Hardy offers another subtle critique of Victorian views of sexuality. The law cannot conceive of a man and woman studying together in private without also having sex, so they must have a chaperone. This is unjust both for denying the potential for sexuality and assuming that humans cannot be anything but slaves to their desires.
They examine the model and Sue wonders why Jerusalem should be so honored over Athens, Rome, or Alexandria. Suddenly she notices Jude, also watching the model and enthralled by it. He compliments the model but then tries to agree with Sue when she criticizes it. They agree to all meet that Friday.
Sue expands a bit on her unorthodox religious views. She is intellectual and detached from any kind of religious fervor, and so doesn’t see why Jerusalem should be elevated over other places that contributed more to culture and literature.

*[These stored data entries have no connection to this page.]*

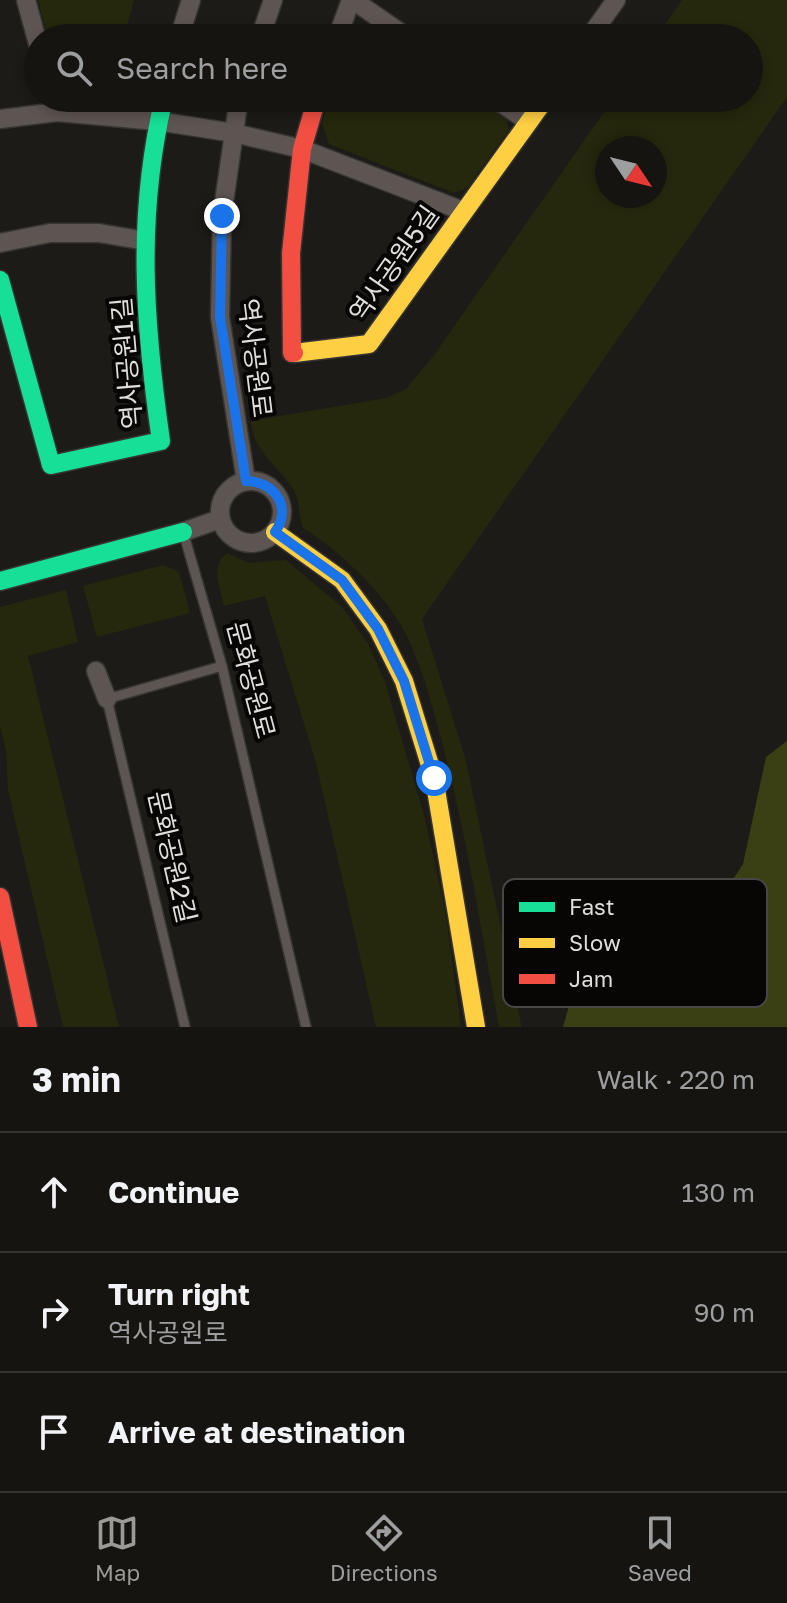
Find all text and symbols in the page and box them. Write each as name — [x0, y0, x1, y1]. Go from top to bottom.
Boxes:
search box — [24, 24, 763, 112]
icon: search — [52, 46, 96, 90]
text: Search here — [116, 50, 288, 86]
north arrow — [595, 136, 667, 208]
route end — [204, 198, 240, 234]
street label: 역사공원5길 — [342, 200, 445, 328]
street label: 역사공원1길 — [105, 296, 148, 430]
street label: 역사공원로 — [233, 297, 278, 419]
street label: 문화공원로 — [221, 618, 282, 742]
route start — [416, 760, 452, 796]
street label: 문화공원2길 — [142, 788, 203, 926]
legend — [503, 879, 767, 1007]
text: Fast — [569, 893, 615, 920]
text: Slow — [569, 929, 621, 956]
text: Jam — [569, 965, 613, 992]
text: 3 min — [32, 1059, 121, 1099]
text: Walk · 220 m — [597, 1064, 755, 1095]
icon: ahead — [32, 1170, 76, 1214]
text: Continue — [108, 1174, 239, 1210]
text: 130 m — [682, 1177, 755, 1208]
text: Turn right — [108, 1276, 250, 1312]
icon: right — [32, 1290, 76, 1334]
text: 90 m — [694, 1297, 755, 1328]
text: 역사공원로 — [108, 1317, 228, 1348]
icon: arrive — [32, 1410, 76, 1454]
text: Arrive at destination — [108, 1414, 405, 1450]
tab: Map — [95, 1511, 140, 1586]
tab: Directions — [330, 1511, 438, 1586]
tab: Saved — [628, 1511, 692, 1586]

On Friday Jude goes out to meet Sue and Phillotson, but as he (unseen) watches them approaching he sees Phillotson put his arm around Sue’s waist. She removes it, but then Phillotson puts it back and she lets it remain. Jude is distraught by this and he hides from them as they pass by. He realizes he wants to interfere and pursue Sue himself, but he still technically belongs to Arabella and can do nothing.
Jude realizes the tragic irony of the situation, as he introduced Phillotson to Sue in an attempt to keep Sue near himself. In contrast to Arabella Sue is almost asexual, and hardly ever reciprocates affection. Though Arabella is absent, Jude can never escape his bad marriage.